Alvarez participou ainda de 40 filmes ao longo de sua vida. A última aparição foi em "O Viajante", em 1999, quando dividiu as telas com Roberto Bonfim, Leandra Leal, entre outros, no filme dirigido por Paulo Cesar Saraceni. Ela também esteve em "Porto das Caixas" (1962), de Paulo Cesar Saraceni (com o qual ganhou muitos prêmios), "Todas as Mulheres do Mundo" (1967), de Domingos de Oliveira, "Terra em transe" (1967), obra-prima de Glauber Rocha, "A Noite do Meu Bem" (1968), de Jece Valadão, "A Estrela Sobe" (1974), de Bruno Barreto, e "Pra frente Brasil" (1982), de Roberto Farias.

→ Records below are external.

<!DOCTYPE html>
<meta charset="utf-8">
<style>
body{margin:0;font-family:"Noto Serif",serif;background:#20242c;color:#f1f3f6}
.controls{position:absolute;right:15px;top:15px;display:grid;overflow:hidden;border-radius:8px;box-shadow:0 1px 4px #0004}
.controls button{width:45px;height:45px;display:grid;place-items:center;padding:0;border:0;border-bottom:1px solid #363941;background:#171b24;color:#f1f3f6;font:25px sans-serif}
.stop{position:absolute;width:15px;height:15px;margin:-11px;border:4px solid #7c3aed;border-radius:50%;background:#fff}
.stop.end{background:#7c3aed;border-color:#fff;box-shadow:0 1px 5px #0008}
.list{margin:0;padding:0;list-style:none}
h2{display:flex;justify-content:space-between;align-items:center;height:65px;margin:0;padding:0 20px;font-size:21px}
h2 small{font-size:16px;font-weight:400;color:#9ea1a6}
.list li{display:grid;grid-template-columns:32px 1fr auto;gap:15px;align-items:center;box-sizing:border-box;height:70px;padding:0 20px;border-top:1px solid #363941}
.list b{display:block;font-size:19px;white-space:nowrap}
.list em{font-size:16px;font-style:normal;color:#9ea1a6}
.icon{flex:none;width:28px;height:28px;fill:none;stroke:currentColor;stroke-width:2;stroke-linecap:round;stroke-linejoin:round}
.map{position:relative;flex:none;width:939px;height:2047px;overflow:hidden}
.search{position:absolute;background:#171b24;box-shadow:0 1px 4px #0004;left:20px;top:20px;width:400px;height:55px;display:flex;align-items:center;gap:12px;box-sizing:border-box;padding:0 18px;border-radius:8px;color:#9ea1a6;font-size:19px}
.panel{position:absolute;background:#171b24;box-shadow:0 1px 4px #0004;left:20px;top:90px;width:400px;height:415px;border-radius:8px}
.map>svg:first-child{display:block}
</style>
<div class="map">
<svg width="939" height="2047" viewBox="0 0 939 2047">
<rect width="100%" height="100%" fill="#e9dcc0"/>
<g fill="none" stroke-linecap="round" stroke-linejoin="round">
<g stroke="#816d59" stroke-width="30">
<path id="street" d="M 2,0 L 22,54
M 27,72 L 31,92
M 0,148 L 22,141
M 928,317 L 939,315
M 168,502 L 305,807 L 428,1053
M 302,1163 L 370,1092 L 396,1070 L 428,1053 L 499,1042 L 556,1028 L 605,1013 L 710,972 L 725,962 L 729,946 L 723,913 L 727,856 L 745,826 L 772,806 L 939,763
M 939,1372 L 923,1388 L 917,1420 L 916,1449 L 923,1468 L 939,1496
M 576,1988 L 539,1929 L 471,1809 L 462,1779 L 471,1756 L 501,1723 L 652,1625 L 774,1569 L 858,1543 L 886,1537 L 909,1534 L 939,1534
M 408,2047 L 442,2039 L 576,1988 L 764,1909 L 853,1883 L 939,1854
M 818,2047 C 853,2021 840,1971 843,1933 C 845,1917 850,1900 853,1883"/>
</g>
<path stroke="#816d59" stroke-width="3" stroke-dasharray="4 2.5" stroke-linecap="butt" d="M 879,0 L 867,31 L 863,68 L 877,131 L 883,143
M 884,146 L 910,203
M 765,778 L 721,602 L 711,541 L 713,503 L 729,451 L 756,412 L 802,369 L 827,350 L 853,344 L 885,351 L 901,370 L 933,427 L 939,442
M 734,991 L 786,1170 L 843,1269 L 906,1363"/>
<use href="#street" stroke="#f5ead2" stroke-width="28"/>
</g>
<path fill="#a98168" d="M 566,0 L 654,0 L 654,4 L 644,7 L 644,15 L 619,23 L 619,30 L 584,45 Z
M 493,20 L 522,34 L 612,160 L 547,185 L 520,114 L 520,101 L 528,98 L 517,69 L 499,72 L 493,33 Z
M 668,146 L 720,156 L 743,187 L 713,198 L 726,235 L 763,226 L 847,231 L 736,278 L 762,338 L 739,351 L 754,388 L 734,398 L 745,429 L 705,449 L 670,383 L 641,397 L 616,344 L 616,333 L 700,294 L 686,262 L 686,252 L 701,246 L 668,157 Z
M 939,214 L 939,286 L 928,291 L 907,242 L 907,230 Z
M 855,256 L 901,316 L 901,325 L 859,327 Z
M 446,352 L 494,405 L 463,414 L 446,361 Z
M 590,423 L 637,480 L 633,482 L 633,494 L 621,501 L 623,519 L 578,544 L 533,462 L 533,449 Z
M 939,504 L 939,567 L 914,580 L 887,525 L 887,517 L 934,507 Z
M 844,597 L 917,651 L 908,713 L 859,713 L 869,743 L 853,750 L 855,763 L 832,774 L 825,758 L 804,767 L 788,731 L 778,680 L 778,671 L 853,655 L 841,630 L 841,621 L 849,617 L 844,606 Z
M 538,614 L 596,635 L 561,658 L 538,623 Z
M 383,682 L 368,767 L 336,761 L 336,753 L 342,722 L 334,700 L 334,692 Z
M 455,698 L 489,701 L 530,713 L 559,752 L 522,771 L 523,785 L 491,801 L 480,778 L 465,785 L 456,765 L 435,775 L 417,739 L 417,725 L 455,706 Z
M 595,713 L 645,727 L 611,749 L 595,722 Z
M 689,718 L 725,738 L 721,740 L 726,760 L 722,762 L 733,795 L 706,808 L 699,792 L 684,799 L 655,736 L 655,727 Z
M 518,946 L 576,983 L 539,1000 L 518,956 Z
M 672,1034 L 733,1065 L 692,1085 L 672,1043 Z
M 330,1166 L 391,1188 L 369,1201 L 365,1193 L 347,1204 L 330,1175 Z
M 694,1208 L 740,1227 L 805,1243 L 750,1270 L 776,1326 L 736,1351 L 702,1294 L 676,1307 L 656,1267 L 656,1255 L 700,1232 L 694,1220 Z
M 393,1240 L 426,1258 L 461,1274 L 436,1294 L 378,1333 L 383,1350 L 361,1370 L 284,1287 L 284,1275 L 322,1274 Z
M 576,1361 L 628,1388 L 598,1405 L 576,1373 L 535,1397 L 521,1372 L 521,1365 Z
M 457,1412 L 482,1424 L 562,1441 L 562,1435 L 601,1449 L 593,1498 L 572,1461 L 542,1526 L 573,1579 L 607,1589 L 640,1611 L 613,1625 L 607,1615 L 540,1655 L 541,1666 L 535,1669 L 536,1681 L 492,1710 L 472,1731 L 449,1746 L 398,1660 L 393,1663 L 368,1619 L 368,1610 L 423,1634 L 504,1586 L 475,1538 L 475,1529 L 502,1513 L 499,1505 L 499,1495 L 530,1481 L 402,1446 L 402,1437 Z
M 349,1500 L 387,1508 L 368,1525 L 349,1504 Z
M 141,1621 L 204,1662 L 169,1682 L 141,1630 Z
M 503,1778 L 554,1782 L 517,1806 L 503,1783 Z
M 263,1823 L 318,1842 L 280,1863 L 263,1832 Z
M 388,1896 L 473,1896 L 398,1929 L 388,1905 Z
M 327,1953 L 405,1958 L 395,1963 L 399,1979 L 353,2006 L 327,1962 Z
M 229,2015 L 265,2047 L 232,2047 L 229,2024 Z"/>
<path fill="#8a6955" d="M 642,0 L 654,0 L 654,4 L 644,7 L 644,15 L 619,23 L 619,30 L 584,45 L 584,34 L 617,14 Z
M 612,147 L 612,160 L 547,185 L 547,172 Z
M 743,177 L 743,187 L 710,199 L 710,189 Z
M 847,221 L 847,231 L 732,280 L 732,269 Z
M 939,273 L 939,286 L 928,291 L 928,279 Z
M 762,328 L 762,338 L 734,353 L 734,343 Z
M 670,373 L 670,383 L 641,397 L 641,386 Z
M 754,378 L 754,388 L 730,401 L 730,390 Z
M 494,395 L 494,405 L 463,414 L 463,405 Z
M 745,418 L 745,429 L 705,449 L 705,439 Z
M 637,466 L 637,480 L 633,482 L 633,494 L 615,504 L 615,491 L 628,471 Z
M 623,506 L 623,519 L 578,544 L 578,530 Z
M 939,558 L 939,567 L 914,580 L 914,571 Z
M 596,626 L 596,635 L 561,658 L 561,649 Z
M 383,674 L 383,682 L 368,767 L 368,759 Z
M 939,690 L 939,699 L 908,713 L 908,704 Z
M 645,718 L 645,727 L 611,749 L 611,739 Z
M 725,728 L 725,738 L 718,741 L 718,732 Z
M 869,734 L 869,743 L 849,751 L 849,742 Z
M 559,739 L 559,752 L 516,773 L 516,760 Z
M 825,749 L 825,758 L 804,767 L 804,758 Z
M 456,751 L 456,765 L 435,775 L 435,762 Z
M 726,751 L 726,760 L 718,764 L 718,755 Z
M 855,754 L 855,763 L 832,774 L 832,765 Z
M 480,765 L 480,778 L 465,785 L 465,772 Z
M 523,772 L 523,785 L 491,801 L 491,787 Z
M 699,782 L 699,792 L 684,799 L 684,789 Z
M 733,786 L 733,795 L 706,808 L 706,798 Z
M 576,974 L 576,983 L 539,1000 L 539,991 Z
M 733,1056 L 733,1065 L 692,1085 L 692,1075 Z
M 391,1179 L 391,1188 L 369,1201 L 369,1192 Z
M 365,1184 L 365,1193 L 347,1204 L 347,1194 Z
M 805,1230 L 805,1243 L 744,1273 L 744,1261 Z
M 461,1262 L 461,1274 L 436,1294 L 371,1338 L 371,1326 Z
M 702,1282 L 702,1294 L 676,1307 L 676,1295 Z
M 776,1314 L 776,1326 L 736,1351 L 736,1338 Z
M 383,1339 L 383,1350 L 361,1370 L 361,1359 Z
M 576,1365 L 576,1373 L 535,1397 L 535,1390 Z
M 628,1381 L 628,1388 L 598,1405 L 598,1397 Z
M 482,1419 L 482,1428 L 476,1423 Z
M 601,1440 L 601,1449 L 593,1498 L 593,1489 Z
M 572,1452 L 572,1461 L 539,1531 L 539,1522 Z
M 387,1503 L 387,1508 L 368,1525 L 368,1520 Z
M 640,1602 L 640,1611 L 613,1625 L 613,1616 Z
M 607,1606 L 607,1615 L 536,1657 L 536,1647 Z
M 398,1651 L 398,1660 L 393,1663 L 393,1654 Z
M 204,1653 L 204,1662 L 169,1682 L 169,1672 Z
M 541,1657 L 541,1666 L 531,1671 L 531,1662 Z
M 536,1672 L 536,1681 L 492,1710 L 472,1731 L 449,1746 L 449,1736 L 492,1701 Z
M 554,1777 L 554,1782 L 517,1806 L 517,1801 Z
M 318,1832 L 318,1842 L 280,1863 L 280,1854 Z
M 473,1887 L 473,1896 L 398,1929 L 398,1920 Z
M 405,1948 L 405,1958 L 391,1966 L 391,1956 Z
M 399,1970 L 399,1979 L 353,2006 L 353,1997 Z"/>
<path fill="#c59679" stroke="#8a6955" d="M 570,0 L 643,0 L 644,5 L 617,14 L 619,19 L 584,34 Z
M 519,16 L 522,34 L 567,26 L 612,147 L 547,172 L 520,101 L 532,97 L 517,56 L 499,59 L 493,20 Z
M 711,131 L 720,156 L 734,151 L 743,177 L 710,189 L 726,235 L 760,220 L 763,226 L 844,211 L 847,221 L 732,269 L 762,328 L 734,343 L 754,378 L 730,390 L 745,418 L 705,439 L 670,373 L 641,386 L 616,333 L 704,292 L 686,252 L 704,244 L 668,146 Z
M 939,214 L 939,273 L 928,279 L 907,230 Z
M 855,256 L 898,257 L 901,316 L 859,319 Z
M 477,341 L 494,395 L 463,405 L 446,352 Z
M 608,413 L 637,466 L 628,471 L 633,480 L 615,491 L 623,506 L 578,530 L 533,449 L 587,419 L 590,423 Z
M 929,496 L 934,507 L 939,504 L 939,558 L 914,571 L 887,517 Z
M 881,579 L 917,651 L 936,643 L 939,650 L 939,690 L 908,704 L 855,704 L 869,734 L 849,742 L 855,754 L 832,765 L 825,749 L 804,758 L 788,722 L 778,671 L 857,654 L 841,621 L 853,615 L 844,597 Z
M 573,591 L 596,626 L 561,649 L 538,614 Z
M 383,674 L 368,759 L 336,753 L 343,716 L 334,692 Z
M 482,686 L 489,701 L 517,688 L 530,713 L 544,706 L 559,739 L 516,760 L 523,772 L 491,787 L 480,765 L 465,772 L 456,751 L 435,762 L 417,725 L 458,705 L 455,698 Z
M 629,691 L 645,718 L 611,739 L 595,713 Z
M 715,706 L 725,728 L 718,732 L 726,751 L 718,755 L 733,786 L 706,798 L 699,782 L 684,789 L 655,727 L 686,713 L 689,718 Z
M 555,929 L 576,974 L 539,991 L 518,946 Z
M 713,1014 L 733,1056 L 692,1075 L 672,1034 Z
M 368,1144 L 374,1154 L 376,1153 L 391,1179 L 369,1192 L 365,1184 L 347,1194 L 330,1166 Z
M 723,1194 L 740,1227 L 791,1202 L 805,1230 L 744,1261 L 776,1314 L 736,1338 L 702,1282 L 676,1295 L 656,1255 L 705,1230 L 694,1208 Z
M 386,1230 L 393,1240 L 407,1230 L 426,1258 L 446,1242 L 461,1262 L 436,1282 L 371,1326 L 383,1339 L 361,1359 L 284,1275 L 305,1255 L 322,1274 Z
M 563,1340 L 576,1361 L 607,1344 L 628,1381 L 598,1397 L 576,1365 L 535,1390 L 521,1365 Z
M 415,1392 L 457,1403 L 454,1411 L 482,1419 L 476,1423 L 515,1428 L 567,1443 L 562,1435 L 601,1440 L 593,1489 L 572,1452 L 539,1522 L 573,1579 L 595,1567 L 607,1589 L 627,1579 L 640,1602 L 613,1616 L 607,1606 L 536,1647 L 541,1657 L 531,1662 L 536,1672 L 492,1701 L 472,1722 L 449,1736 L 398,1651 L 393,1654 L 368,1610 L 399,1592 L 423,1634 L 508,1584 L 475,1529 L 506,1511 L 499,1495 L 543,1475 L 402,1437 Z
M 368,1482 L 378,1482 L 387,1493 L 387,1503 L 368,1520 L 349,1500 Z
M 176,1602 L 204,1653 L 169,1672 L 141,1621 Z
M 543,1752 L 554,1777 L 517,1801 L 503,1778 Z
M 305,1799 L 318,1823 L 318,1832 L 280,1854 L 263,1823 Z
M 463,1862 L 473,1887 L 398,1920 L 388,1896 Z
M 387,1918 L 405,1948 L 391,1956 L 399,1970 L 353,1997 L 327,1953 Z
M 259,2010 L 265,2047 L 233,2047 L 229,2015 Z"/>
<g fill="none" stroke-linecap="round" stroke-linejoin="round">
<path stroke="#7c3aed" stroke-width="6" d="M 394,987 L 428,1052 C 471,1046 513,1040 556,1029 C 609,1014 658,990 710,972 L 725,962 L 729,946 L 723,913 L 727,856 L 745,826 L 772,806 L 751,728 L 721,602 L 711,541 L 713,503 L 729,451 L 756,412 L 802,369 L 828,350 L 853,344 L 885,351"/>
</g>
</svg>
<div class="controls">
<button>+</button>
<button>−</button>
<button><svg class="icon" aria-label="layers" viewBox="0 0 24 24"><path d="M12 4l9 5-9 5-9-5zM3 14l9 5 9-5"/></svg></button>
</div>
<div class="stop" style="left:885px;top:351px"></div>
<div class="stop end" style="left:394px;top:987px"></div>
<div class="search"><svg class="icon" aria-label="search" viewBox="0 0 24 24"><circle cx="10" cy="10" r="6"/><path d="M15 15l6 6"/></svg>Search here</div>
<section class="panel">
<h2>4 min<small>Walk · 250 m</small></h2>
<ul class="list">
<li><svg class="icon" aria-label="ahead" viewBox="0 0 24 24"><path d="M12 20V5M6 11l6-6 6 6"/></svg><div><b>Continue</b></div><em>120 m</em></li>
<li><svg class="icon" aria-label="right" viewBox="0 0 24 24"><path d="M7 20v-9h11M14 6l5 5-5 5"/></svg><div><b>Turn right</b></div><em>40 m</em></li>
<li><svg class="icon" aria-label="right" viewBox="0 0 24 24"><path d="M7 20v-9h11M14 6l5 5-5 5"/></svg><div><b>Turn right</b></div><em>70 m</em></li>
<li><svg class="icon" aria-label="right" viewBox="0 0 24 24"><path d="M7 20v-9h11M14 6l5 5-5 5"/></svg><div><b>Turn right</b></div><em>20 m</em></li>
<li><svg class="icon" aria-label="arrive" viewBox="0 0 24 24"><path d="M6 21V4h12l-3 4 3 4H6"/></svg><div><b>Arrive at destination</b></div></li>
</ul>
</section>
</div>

Alvarez começou a carreira na produção portenha em "Cinco Locos en la Pista" (1950), de Augusto Cesar Vatteone. O primeiro longa em português foi a comédia "Massagista de Madame", de Victor Lima, em 1958. Outras produções do início da caminhada cinematográfica da atriz foram "De Noche También se Duerme" (1955) e "Del Otro Lado del Puente" (1953). Ultimamente Irma se dedicava à pintura - num estilo que ela definia como "entre o clássico e o moderno" - e ao voluntariado no hospital INCA. Viúva, ela deixou uma filha, Krishna, de 34 anos, e os netos João Eduardo, 6 anos, e Joana, 2. De 2000 a 2006, ela morou em Miami (EUA), onde ajudou a filha a criar seus netinhos. A atriz faleceu aos 73 anos, em 8 de janeiro de 2007. Em uma das fotos, ela aparece ao lado de outras beldades da época, Maria Pompeu e Anilza Leoni.